Non abbiate paura del caos, non abbiate paura dell’aggressività, dell’impulsività o della rabbia; trasformatele in un flusso di sonorità elettriche ed industriali, di chitarre distorte, di noise-rock, di passaggi torbidi, densi e cinematografici, di effetti artificiali generati dal ventre elettronico dei sintetizzatori, in un misto di passato e futuro, di gioia e dolore, di inferno e paradiso, di centro e periferia, di anima e corpo. Ciò che otterrete è “Buried Steel”, un disco che abbraccia ritmi dance, tradizioni orientali e moderno minimalismo urbano; dentro troverete l’acciaio delle fabbriche e l’impercettibile essenza dei nostri spiriti inquieti e sognanti, perennemente in bilico tra salvezza e dannazione, desiderosi di conoscere, ma impauriti da tutto ciò che non riescono a spiegare, comprendere e prevedere.
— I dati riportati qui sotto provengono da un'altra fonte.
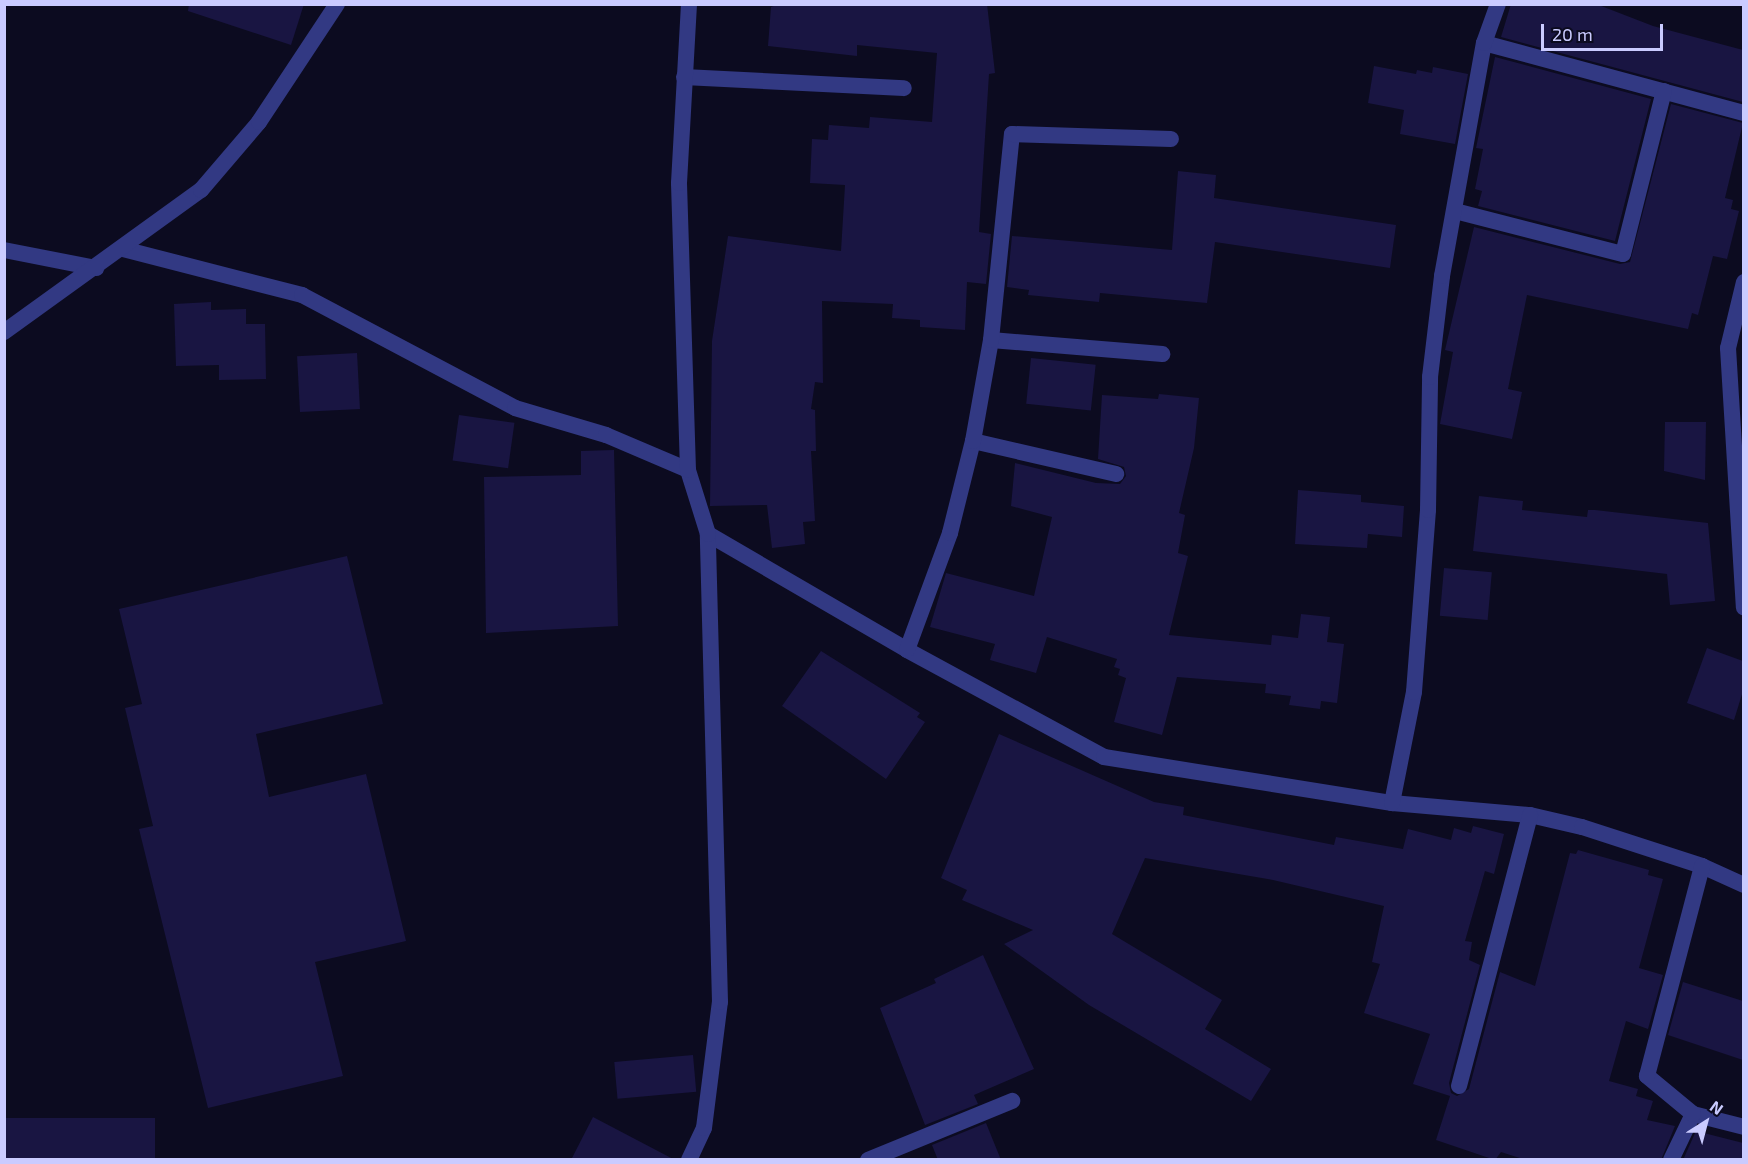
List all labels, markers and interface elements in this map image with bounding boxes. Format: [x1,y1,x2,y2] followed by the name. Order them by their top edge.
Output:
[1544,12,1666,50] scale bar
[1552,23,1593,45] text: 20 m
[1676,1092,1736,1152] north arrow
[1707,1096,1727,1118] text: N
I Khost sono una fornace ardente, sciolgono le consolidate strutture del rock e danno loro una nuova consistenza, reinterpretata in base alle loro sensibilità ed alle loro esperienze, in modo da intrecciare l’aspetto più onirico della musica elettronica e quello più meccanico, robotico e tecnologico, trasformando il grigiore dello smog in vividi impulsi luminosi, il battere incessante del ferro in un cuore pulsante, l’elettricità in pensieri, percezioni, vita. Una vita con cui gli ascoltatori, nonostante i toni apparentemente minacciosi, spigolosi, criptici e disordinati, tenteranno di relazionarsi, di stabilire un dialogo. Ci riusciranno? O resteranno intrappolati nella loro paludosa diffidenza? In fondo, è sempre stato questo il vero problema: andare oltre quelle che sono le evidenti diversità, in maniera tale da trovare un terreno comune su cui confrontarsi e comunicare, facendo sì, come accade in “A Non Temporal Crawlspace”, che le nubi oscure si diradino e che il nostro orizzonte riesca, finalmente, ad abbracciare tanto le linee armoniche d’una chitarra acustica, quanto le imprevedibili e decise distorsioni di questa creatura di rumore e passione.